Copy out each line of the data that holds the word "addColorStop".

========================

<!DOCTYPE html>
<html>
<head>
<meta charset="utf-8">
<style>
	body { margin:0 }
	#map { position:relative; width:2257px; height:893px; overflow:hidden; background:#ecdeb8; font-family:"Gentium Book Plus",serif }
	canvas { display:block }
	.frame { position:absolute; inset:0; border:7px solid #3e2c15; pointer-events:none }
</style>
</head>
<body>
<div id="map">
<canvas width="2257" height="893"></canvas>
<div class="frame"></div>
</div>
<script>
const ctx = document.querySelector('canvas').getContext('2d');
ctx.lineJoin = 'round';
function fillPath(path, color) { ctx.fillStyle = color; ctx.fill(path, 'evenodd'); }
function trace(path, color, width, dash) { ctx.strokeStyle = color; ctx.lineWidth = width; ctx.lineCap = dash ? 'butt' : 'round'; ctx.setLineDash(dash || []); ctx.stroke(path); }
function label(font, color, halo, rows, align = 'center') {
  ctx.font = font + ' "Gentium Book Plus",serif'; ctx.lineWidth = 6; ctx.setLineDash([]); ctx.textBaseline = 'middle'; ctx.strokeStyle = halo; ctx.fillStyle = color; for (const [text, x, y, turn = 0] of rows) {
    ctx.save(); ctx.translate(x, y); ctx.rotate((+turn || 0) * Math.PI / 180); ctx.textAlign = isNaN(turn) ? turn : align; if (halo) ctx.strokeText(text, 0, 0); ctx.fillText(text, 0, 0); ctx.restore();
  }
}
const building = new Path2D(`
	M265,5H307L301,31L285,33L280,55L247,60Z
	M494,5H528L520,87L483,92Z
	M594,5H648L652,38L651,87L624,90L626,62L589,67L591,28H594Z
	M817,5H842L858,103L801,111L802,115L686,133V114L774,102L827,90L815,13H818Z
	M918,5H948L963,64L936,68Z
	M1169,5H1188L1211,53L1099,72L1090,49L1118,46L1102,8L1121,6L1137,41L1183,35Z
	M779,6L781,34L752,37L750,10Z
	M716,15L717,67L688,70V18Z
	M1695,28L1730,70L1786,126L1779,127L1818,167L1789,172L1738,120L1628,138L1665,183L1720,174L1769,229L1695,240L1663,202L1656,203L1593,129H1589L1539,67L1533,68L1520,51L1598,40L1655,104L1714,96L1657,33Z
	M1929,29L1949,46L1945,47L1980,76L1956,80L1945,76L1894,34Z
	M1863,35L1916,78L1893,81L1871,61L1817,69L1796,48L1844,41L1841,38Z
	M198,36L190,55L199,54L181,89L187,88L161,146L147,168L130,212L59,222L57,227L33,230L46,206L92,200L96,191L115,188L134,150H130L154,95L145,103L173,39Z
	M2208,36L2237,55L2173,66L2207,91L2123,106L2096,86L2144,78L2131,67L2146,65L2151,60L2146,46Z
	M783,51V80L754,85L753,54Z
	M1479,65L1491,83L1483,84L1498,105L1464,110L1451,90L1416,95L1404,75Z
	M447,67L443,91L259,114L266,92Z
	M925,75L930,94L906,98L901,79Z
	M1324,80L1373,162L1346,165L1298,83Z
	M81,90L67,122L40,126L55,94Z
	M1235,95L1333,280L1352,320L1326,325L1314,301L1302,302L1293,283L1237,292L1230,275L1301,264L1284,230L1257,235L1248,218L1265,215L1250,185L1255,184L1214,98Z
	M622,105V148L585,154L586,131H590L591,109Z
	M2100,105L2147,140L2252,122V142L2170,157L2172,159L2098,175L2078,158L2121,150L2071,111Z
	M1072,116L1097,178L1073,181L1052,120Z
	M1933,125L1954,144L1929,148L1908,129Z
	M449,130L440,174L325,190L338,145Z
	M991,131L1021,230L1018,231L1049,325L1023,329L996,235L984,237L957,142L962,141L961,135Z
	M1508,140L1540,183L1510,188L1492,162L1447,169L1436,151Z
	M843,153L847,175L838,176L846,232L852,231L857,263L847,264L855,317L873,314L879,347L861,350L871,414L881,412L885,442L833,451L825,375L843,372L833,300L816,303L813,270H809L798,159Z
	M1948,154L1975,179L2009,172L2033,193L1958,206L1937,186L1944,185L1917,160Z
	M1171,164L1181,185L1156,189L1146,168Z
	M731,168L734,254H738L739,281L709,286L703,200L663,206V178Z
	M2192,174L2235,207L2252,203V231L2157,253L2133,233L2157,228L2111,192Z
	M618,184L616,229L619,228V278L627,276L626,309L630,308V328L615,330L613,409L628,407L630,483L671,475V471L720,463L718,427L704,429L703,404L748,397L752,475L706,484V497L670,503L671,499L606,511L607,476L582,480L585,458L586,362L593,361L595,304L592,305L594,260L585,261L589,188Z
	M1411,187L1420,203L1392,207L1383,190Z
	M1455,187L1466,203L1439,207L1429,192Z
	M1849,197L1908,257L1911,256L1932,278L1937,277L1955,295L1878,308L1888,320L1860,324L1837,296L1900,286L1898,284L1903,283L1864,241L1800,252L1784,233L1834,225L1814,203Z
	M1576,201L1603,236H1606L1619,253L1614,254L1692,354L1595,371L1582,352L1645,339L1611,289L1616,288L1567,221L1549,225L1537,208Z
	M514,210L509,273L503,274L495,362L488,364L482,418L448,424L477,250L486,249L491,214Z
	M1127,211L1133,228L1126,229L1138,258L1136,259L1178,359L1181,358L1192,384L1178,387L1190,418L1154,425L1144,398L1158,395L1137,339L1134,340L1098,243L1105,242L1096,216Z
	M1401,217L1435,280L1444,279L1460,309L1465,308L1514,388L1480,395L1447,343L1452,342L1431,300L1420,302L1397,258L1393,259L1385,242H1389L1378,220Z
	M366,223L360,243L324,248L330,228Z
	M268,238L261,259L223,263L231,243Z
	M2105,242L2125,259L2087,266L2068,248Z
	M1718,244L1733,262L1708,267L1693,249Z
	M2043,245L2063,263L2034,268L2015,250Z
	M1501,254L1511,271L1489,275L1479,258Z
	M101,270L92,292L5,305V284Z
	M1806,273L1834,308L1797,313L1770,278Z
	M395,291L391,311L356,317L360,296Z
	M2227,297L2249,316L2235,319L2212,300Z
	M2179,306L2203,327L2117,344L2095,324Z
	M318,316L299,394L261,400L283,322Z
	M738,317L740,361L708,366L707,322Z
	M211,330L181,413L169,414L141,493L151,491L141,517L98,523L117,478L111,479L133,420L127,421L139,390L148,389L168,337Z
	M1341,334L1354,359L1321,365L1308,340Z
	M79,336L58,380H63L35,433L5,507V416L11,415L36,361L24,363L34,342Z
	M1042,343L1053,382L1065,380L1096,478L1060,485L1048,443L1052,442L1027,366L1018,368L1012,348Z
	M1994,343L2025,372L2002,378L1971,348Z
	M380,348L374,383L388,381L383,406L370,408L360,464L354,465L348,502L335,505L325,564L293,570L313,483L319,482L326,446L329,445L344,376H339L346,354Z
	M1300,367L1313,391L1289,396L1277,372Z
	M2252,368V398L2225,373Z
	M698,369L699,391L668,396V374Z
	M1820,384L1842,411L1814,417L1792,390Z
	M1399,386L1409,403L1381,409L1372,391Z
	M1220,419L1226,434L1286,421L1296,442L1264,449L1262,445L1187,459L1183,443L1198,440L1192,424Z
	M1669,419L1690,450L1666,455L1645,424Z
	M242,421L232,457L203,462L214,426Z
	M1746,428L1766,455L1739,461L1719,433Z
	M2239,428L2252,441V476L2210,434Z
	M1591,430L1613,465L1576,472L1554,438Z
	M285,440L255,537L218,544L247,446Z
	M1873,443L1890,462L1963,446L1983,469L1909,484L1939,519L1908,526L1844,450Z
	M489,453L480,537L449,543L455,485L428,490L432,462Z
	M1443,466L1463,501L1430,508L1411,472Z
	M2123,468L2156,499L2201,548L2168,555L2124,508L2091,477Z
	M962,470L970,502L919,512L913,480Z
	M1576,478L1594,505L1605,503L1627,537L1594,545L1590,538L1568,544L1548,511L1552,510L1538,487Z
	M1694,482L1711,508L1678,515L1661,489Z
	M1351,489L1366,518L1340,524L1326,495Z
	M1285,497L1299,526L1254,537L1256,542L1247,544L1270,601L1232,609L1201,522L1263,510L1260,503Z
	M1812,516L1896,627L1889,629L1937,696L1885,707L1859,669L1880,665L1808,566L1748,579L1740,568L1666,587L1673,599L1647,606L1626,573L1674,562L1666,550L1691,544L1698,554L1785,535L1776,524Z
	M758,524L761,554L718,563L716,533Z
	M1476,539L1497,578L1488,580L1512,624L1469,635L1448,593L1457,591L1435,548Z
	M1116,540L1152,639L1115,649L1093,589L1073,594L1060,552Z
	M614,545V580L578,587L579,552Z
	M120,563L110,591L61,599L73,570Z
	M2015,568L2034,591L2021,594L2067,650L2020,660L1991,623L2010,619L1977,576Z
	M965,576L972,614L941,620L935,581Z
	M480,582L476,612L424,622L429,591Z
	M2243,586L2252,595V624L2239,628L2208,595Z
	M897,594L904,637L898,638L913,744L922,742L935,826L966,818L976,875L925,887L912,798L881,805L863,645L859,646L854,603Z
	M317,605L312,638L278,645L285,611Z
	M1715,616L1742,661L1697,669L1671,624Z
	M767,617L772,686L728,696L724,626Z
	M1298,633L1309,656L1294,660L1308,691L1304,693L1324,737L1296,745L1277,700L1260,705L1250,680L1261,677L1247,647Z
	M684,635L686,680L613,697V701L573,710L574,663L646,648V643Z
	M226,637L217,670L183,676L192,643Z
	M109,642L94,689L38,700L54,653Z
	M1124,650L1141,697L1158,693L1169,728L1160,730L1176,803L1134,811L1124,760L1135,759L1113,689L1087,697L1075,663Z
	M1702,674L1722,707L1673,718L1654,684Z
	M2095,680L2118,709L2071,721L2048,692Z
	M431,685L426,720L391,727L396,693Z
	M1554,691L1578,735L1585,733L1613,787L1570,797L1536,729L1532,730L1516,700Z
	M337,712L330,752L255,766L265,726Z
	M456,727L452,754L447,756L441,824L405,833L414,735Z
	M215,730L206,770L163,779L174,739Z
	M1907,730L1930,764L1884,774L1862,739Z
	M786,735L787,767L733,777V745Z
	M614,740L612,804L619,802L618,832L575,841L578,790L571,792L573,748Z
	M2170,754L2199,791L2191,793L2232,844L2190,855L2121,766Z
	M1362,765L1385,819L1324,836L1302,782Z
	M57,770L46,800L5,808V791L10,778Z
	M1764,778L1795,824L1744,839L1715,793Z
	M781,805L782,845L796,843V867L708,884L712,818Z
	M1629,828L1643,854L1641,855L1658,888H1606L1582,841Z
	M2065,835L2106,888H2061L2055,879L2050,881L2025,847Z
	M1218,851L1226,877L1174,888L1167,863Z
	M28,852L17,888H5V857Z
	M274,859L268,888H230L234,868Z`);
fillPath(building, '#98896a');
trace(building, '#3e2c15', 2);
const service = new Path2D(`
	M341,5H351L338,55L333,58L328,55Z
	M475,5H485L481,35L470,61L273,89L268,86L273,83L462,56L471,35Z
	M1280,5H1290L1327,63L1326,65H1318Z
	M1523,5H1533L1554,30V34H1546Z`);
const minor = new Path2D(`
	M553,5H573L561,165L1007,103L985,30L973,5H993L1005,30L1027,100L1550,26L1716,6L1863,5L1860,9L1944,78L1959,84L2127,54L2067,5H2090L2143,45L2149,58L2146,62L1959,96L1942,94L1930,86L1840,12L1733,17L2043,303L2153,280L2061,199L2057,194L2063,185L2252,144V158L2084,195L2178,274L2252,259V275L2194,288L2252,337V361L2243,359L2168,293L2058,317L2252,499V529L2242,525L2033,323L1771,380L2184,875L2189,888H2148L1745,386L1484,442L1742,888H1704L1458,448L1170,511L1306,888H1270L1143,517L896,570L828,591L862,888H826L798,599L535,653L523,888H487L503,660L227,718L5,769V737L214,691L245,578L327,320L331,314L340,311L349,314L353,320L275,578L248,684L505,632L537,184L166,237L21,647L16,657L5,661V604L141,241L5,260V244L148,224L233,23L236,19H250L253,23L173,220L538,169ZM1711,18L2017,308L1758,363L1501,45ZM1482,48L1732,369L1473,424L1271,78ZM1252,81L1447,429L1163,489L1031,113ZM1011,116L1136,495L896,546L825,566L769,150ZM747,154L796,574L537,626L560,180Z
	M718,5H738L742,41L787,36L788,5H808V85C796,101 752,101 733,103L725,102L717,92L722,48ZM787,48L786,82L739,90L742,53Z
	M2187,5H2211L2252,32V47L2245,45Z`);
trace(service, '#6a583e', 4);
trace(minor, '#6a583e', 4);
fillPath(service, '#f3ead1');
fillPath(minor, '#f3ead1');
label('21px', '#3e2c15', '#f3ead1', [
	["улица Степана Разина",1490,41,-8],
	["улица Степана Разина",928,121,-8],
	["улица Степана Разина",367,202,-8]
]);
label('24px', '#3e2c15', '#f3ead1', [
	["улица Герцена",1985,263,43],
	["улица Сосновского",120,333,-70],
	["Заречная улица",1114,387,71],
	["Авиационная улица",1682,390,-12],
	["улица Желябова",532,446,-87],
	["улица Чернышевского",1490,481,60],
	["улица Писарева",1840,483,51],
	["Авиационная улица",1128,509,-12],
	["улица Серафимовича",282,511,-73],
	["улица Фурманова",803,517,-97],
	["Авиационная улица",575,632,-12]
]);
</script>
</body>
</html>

========================

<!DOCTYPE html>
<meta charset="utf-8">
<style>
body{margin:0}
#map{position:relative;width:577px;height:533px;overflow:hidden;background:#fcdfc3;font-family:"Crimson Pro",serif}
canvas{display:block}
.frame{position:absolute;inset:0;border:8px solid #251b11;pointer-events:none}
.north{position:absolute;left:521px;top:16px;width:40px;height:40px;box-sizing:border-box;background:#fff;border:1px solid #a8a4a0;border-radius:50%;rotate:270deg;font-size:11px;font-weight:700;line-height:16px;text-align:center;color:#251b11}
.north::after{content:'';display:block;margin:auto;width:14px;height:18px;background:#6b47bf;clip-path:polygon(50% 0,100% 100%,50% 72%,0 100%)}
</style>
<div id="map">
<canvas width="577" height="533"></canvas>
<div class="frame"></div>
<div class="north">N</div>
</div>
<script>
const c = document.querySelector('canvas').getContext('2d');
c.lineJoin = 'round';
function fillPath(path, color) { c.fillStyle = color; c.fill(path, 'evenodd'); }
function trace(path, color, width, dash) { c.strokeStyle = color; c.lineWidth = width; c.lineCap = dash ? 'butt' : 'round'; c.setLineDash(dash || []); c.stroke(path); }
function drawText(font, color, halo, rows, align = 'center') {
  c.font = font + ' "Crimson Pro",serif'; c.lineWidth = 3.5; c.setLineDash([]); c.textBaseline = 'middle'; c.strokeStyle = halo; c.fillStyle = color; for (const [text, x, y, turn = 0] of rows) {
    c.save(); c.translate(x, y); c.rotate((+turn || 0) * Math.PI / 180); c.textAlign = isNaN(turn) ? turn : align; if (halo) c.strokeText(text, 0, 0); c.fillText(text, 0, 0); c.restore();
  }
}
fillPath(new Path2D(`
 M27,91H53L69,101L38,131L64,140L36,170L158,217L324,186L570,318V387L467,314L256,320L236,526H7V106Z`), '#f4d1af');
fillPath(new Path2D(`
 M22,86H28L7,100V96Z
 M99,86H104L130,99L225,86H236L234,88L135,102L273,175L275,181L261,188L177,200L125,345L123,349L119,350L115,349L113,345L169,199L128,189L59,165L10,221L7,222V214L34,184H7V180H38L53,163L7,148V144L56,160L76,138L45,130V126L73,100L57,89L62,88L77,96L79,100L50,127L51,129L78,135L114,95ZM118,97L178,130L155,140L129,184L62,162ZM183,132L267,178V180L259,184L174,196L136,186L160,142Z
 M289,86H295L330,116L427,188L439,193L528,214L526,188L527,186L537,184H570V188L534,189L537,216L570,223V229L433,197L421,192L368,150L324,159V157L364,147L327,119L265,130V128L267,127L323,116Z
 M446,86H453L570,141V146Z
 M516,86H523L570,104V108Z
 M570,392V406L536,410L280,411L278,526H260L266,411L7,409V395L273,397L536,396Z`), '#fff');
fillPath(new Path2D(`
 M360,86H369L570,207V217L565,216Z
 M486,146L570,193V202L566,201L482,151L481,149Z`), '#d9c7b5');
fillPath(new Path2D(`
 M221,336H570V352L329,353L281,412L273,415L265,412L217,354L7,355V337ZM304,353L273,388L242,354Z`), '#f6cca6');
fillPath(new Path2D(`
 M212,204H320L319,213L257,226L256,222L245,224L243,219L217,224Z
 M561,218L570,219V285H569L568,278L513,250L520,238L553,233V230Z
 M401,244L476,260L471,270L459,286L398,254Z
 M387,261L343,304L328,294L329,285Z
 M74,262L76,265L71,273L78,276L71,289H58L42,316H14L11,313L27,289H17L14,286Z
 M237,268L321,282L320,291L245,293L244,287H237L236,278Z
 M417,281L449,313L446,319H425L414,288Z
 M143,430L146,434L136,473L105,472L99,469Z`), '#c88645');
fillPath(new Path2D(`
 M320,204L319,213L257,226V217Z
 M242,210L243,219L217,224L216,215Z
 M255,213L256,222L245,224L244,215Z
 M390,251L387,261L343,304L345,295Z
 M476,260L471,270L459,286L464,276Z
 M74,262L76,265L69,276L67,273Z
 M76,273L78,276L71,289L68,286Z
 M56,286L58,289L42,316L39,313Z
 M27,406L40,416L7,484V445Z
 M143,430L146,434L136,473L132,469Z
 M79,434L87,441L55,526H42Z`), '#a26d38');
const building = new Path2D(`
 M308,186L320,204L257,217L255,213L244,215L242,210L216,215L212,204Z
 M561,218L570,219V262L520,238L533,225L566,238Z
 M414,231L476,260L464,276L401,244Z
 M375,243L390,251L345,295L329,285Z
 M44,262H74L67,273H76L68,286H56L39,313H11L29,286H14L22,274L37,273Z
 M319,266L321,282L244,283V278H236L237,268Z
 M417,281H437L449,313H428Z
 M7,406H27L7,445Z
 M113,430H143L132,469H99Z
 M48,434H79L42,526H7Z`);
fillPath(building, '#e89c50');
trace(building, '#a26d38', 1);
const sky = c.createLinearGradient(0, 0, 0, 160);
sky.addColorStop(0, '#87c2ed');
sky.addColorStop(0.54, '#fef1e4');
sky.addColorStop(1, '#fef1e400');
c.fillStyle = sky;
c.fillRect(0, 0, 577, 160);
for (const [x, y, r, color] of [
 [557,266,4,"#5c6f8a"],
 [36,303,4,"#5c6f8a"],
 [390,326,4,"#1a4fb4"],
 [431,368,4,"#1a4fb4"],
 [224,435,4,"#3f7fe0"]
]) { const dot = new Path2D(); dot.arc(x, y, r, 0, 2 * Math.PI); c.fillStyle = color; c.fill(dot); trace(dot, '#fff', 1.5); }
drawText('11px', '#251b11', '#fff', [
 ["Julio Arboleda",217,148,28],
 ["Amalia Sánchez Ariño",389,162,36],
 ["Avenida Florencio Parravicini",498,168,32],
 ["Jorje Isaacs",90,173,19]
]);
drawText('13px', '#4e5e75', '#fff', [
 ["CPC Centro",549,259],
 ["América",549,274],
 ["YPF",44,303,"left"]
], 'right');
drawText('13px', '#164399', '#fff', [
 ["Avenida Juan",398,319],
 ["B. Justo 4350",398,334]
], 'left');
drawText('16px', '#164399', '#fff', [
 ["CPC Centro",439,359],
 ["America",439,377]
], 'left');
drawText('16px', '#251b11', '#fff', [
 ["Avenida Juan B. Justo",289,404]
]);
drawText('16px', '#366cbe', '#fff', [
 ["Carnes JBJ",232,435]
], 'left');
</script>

========================

Solution below
sky.addColorStop(0, '#87c2ed');
sky.addColorStop(0.54, '#fef1e4');
sky.addColorStop(1, '#fef1e400');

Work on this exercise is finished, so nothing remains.